++++ Records to process
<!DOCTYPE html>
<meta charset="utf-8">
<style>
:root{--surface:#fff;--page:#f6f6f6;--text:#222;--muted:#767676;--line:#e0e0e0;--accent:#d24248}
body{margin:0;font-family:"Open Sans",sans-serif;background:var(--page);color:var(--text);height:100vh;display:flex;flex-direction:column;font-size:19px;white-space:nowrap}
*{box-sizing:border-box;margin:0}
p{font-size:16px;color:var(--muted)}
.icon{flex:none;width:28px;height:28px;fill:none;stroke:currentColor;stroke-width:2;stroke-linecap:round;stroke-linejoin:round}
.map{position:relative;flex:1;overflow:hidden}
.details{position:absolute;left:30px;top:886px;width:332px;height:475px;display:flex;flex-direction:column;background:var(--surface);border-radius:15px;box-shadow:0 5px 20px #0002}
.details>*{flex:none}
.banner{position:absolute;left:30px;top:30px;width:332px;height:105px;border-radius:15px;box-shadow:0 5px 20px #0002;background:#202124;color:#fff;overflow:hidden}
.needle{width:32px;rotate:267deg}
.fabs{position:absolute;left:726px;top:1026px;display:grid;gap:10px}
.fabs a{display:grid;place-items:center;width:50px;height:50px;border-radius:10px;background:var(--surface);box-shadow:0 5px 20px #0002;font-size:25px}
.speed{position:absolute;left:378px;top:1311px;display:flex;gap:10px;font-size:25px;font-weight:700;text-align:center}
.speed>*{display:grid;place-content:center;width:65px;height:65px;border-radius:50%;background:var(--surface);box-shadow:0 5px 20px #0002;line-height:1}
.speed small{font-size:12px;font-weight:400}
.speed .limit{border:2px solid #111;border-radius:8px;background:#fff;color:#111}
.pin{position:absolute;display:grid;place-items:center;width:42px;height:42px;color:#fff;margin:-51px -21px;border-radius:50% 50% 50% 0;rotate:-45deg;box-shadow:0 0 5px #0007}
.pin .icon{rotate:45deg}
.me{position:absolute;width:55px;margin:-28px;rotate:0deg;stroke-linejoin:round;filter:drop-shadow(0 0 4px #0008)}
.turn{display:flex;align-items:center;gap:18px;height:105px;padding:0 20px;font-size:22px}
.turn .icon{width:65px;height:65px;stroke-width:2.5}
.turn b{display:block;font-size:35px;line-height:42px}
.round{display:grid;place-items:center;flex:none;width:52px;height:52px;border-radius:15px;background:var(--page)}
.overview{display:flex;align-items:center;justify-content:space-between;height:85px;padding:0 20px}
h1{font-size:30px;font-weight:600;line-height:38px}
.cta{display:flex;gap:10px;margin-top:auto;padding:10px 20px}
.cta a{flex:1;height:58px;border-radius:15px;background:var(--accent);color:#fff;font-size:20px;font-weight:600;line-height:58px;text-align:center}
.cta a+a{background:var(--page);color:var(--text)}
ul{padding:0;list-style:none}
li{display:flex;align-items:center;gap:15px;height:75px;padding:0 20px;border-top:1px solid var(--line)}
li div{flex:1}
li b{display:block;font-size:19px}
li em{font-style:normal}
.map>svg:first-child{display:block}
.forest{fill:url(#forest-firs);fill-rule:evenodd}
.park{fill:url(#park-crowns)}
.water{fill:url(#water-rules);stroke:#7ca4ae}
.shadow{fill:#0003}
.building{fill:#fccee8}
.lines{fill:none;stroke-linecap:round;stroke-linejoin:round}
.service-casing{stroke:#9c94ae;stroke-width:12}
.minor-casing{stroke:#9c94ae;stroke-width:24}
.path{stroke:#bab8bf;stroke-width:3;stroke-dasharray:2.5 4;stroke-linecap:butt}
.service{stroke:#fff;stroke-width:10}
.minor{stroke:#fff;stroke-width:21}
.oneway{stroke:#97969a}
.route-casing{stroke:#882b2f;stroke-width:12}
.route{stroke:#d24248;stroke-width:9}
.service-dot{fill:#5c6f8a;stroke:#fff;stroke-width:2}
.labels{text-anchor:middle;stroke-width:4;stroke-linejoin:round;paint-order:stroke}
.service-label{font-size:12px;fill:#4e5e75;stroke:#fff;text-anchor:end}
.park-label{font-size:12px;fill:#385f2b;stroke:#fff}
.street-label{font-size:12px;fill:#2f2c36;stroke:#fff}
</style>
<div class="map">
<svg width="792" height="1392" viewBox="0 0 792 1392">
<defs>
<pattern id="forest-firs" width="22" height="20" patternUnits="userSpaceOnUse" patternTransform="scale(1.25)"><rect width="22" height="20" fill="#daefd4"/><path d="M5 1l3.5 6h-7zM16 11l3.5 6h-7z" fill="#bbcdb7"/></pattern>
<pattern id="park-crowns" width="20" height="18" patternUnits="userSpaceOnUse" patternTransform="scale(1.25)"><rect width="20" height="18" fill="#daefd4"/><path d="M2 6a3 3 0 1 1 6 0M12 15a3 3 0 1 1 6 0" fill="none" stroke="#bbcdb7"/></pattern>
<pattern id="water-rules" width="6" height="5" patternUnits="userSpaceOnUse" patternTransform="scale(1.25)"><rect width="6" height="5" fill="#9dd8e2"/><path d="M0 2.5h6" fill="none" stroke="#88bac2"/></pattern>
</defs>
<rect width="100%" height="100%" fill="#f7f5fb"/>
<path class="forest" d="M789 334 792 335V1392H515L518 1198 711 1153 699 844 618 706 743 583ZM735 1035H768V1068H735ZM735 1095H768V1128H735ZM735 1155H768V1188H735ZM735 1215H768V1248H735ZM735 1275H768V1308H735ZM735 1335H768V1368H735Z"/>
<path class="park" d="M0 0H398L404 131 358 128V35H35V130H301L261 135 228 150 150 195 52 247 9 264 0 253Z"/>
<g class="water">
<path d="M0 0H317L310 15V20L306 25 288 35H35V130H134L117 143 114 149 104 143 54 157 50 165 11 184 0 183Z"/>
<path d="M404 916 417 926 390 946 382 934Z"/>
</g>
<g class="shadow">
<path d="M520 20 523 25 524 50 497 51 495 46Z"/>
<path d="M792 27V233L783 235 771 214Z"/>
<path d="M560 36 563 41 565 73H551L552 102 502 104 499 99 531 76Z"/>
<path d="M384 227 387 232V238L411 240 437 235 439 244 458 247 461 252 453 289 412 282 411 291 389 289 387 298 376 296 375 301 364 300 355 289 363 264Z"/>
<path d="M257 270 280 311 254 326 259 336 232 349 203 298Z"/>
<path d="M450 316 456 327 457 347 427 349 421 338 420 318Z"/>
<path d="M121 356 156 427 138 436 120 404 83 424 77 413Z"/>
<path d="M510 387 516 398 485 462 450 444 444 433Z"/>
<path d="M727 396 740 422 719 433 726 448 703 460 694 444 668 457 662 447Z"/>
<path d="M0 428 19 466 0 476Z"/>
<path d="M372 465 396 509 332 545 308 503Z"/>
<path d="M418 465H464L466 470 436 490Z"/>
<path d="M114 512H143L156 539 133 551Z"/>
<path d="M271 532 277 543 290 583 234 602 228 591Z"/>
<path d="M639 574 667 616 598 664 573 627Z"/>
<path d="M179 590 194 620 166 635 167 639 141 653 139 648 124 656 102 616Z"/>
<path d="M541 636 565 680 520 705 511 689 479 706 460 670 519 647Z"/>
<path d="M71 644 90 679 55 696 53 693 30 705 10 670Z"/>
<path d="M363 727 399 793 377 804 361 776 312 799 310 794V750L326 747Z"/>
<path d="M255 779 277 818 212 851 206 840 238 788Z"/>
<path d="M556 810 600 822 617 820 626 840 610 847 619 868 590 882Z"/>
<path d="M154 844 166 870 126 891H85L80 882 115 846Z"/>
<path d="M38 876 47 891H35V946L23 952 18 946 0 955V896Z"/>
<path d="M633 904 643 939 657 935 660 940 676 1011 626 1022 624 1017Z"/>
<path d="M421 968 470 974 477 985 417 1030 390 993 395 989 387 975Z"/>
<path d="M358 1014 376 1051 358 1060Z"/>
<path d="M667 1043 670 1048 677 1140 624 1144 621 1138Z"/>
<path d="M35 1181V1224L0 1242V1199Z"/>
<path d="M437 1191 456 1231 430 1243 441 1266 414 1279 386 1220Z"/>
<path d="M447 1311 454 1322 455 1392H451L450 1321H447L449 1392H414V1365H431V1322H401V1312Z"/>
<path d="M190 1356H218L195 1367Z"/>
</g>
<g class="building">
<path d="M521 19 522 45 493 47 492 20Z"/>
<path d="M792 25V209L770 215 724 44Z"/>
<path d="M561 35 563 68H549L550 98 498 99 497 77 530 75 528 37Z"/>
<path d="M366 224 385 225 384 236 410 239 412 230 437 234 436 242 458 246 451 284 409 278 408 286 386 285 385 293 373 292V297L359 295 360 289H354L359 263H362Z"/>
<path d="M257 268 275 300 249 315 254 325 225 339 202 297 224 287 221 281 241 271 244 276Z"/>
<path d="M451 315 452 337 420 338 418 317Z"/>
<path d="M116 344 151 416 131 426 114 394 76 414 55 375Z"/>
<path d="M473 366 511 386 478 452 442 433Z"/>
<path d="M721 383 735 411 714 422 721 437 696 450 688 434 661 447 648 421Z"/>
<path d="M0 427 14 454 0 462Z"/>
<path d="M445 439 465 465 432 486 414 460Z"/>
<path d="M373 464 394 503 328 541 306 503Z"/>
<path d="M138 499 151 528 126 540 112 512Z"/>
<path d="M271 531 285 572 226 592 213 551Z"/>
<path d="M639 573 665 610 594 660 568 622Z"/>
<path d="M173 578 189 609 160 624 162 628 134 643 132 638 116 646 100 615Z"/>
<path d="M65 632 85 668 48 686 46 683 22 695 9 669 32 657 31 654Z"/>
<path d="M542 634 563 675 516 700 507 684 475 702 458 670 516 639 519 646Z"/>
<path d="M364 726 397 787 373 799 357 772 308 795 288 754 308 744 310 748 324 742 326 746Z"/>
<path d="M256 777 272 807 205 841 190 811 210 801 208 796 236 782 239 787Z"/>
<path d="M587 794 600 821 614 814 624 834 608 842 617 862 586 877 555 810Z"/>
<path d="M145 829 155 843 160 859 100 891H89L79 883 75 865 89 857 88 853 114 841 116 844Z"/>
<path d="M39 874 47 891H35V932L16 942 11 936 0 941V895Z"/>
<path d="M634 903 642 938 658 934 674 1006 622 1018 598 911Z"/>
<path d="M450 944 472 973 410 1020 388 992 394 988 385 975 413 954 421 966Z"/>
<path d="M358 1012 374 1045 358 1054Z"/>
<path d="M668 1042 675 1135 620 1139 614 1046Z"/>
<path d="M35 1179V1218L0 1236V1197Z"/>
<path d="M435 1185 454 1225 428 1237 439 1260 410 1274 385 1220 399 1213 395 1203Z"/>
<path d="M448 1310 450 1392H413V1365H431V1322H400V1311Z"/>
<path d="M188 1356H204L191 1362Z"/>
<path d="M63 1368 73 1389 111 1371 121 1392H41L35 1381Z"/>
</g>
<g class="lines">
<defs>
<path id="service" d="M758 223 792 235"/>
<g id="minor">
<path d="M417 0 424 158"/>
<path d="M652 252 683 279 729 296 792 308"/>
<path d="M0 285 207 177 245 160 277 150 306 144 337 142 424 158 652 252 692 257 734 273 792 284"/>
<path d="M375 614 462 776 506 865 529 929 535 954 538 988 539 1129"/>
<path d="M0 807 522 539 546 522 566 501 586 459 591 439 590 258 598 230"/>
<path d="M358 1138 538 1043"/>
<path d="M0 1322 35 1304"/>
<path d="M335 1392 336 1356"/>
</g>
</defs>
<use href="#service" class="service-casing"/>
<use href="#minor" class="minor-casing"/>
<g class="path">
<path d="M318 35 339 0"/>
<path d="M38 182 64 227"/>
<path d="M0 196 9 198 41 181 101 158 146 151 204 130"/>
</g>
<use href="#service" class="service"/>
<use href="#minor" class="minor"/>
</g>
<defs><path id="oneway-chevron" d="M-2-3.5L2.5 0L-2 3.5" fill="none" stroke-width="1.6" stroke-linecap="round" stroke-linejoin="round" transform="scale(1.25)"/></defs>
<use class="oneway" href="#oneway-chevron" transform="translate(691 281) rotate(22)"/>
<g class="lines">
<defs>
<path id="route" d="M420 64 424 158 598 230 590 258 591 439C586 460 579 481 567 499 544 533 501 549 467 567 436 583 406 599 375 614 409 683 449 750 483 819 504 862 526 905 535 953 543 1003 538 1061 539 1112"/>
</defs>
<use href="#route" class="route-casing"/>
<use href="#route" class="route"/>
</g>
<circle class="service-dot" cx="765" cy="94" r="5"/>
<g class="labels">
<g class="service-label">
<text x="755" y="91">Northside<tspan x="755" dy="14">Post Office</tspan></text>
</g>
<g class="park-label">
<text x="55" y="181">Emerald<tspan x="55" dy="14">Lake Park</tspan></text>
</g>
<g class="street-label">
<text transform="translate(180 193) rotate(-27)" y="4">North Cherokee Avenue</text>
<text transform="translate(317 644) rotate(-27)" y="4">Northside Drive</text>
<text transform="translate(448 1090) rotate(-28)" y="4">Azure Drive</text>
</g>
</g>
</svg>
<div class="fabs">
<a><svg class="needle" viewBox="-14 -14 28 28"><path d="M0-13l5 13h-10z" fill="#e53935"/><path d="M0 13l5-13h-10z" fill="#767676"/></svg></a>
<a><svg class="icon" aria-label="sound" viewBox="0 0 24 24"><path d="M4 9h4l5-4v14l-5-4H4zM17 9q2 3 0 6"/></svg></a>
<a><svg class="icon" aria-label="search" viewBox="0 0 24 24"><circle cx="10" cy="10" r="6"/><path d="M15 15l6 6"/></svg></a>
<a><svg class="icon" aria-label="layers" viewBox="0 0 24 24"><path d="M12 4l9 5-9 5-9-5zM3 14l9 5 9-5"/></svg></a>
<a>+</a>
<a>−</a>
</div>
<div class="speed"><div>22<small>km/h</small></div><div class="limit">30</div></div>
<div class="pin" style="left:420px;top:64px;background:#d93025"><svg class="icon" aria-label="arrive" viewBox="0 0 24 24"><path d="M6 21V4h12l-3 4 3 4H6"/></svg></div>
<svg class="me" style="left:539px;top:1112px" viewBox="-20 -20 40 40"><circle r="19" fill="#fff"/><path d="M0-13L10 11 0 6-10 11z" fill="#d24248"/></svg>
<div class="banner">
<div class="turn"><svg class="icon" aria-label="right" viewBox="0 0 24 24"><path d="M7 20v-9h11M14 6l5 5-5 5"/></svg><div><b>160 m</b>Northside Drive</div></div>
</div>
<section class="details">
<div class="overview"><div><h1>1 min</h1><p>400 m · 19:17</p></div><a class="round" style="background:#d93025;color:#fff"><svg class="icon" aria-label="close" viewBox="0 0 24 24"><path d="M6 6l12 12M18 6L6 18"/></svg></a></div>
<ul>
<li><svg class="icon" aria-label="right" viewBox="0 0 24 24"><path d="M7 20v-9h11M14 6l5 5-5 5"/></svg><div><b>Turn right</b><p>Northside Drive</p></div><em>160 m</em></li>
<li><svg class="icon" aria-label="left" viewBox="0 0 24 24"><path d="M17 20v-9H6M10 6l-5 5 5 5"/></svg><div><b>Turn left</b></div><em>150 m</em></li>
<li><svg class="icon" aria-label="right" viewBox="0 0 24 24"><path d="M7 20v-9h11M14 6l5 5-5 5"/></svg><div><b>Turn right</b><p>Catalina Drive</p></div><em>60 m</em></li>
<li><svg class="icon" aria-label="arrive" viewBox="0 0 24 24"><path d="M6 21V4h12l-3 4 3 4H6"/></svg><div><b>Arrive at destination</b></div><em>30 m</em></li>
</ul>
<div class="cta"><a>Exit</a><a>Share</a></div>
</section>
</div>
++++++++
◆ **Your objective**
Reproduce every line from the entries that holds the word "speed".

◆ **Task output**
.speed{position:absolute;left:378px;top:1311px;display:flex;gap:10px;font-size:25px;font-weight:700;text-align:center}
.speed>*{display:grid;place-content:center;width:65px;height:65px;border-radius:50%;background:var(--surface);box-shadow:0 5px 20px #0002;line-height:1}
.speed small{font-size:12px;font-weight:400}
.speed .limit{border:2px solid #111;border-radius:8px;background:#fff;color:#111}
<div class="speed"><div>22<small>km/h</small></div><div class="limit">30</div></div>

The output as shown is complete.